Work to be completed:
Copy each line of the data below with the word "Medina".

Stored records
====================

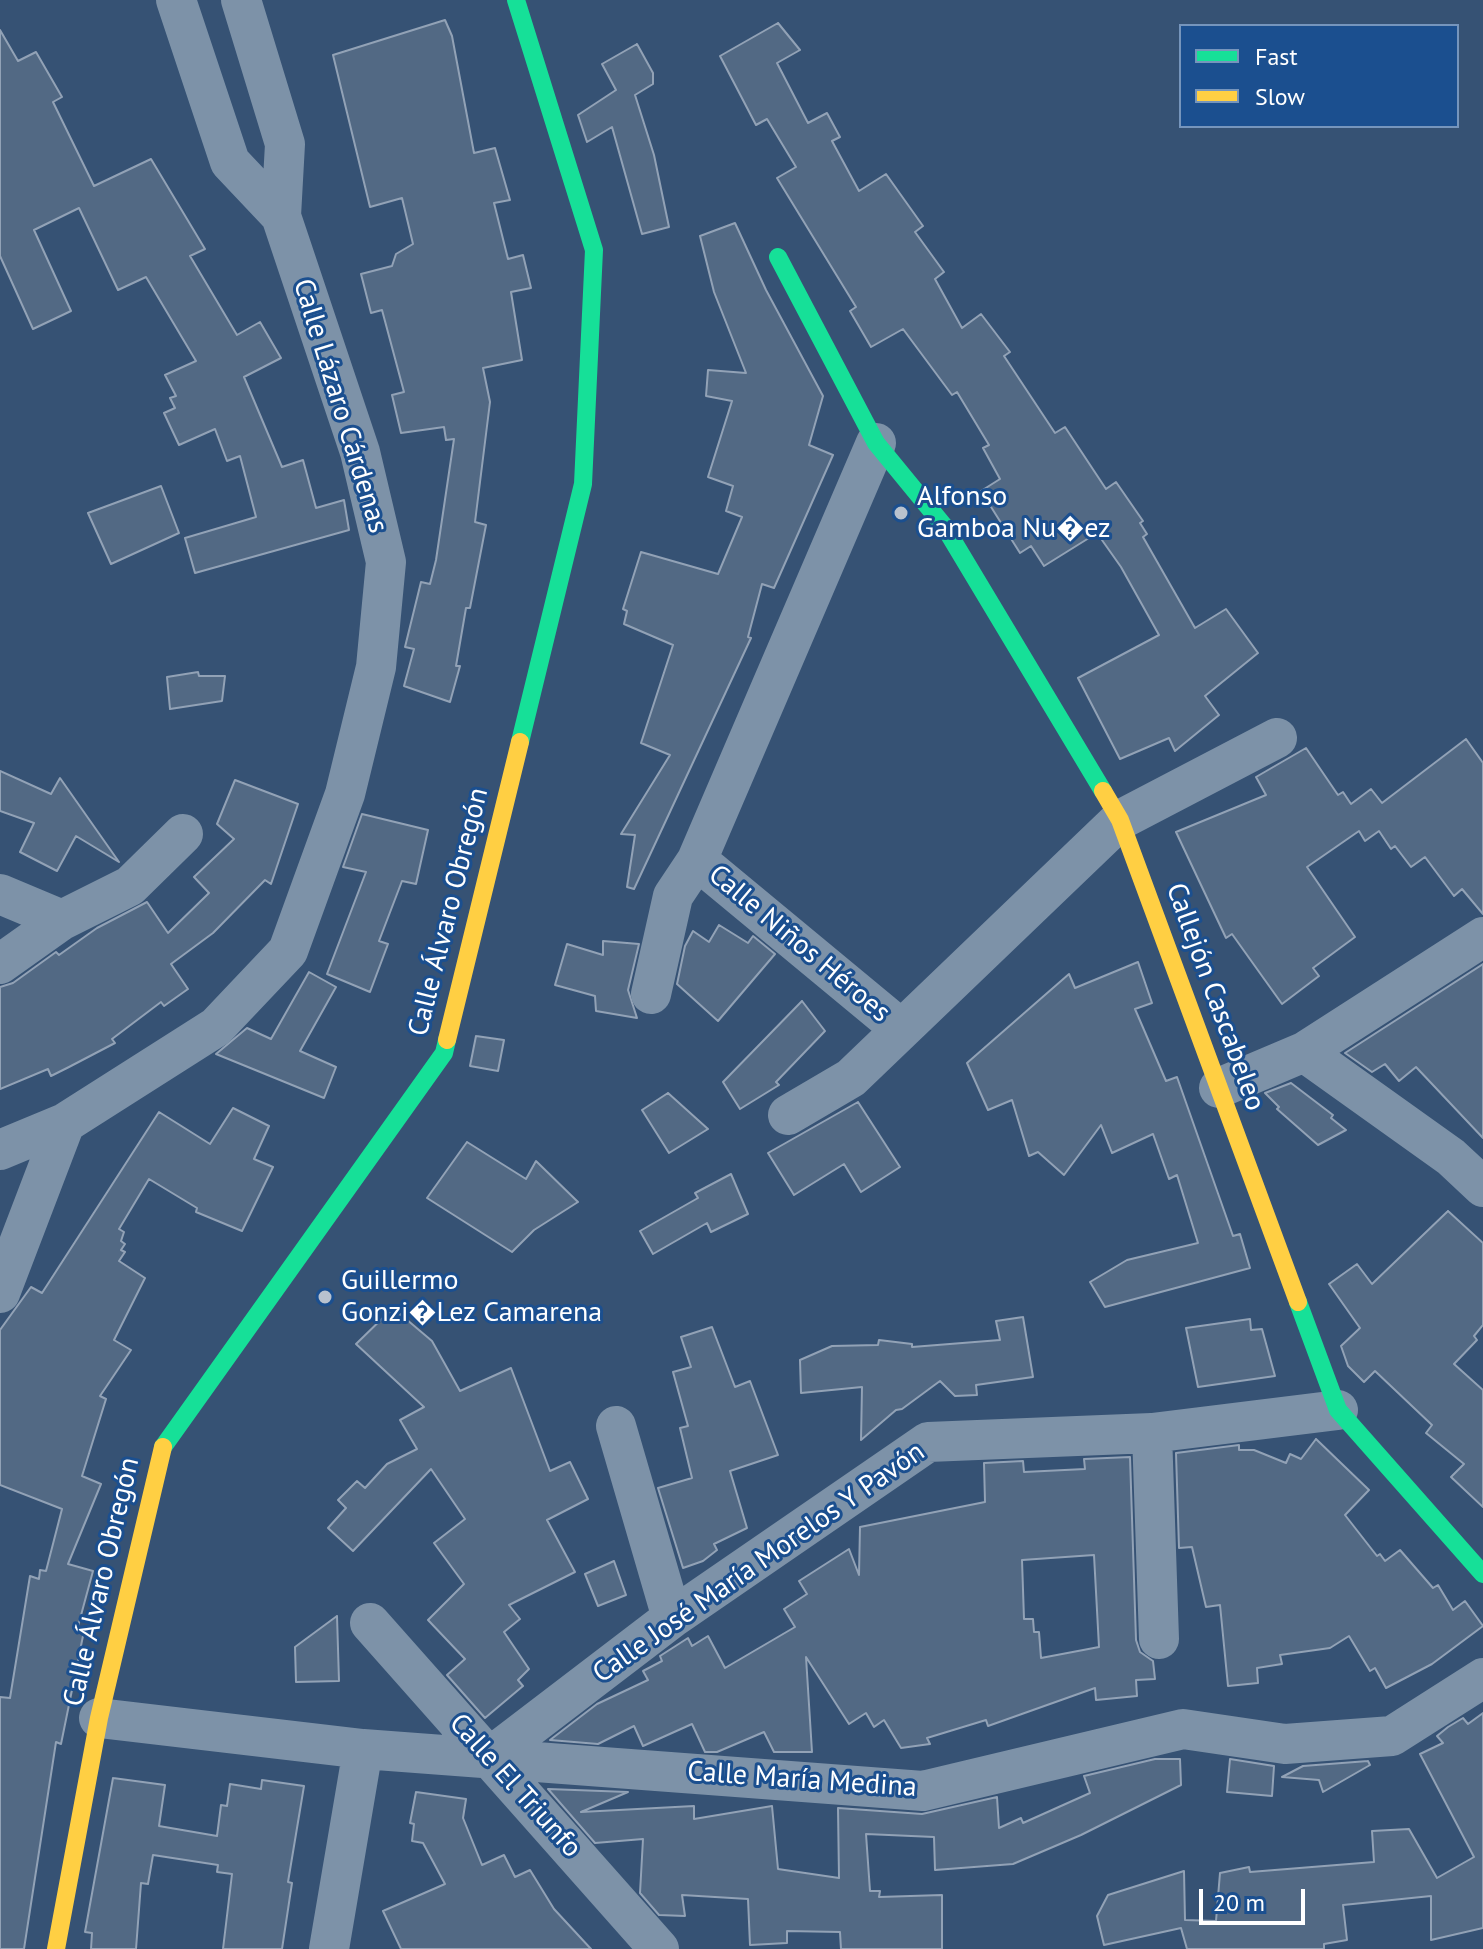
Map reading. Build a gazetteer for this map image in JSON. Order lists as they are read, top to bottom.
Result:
{
  "streets": {
    "street": [
      "Calle Lázaro Cárdenas",
      "Calle Álvaro Obregón",
      "Calle Niños Héroes",
      "Callejón Cascabeleo",
      "Calle José María Morelos Y Pavón",
      "Calle María Medina",
      "Calle El Triunfo"
    ]
  },
  "crossings": [
    ["Calle Álvaro Obregón", "Calle María Medina"],
    ["Calle Niños Héroes", "Callejón Cascabeleo"],
    ["Callejón Cascabeleo", "Calle José María Morelos Y Pavón"],
    ["Calle José María Morelos Y Pavón", "Calle María Medina"],
    ["Calle José María Morelos Y Pavón", "Calle El Triunfo"],
    ["Calle María Medina", "Calle El Triunfo"]
  ],
  "places": ["Alfonso Gamboa Nu�ez", "Guillermo Gonzi�Lez Camarena"],
  "legend": ["Fast", "Slow"],
  "scale_bar": "20 m"
}
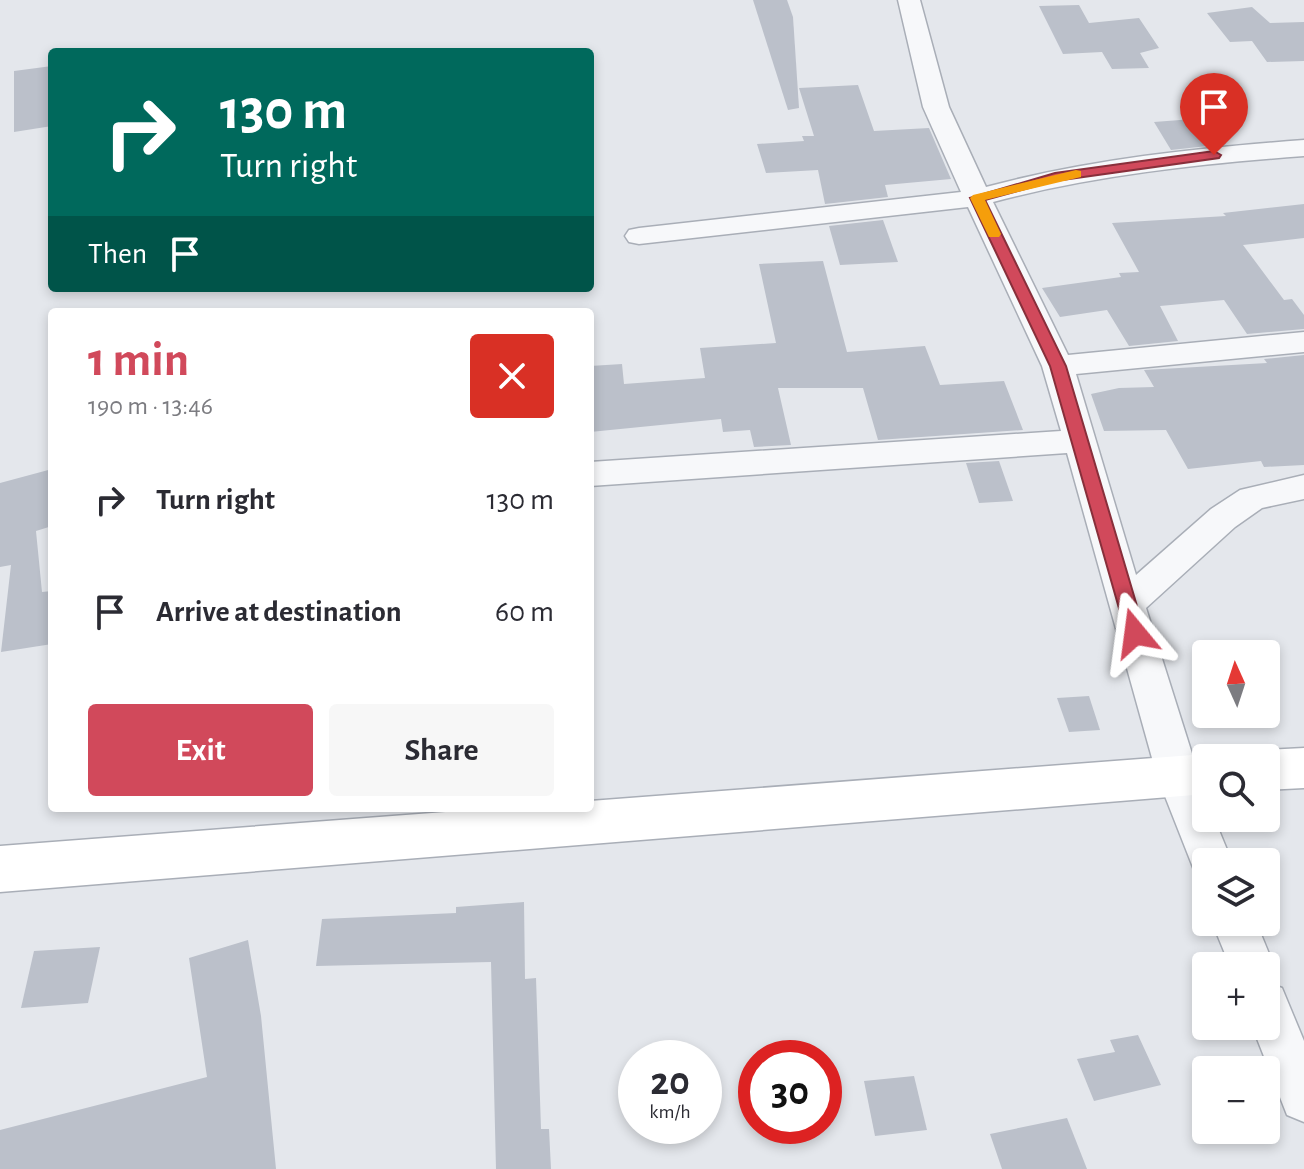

====================

Answer to this task:
      "Calle María Medina",
    ["Calle Álvaro Obregón", "Calle María Medina"],
    ["Calle José María Morelos Y Pavón", "Calle María Medina"],
    ["Calle María Medina", "Calle El Triunfo"]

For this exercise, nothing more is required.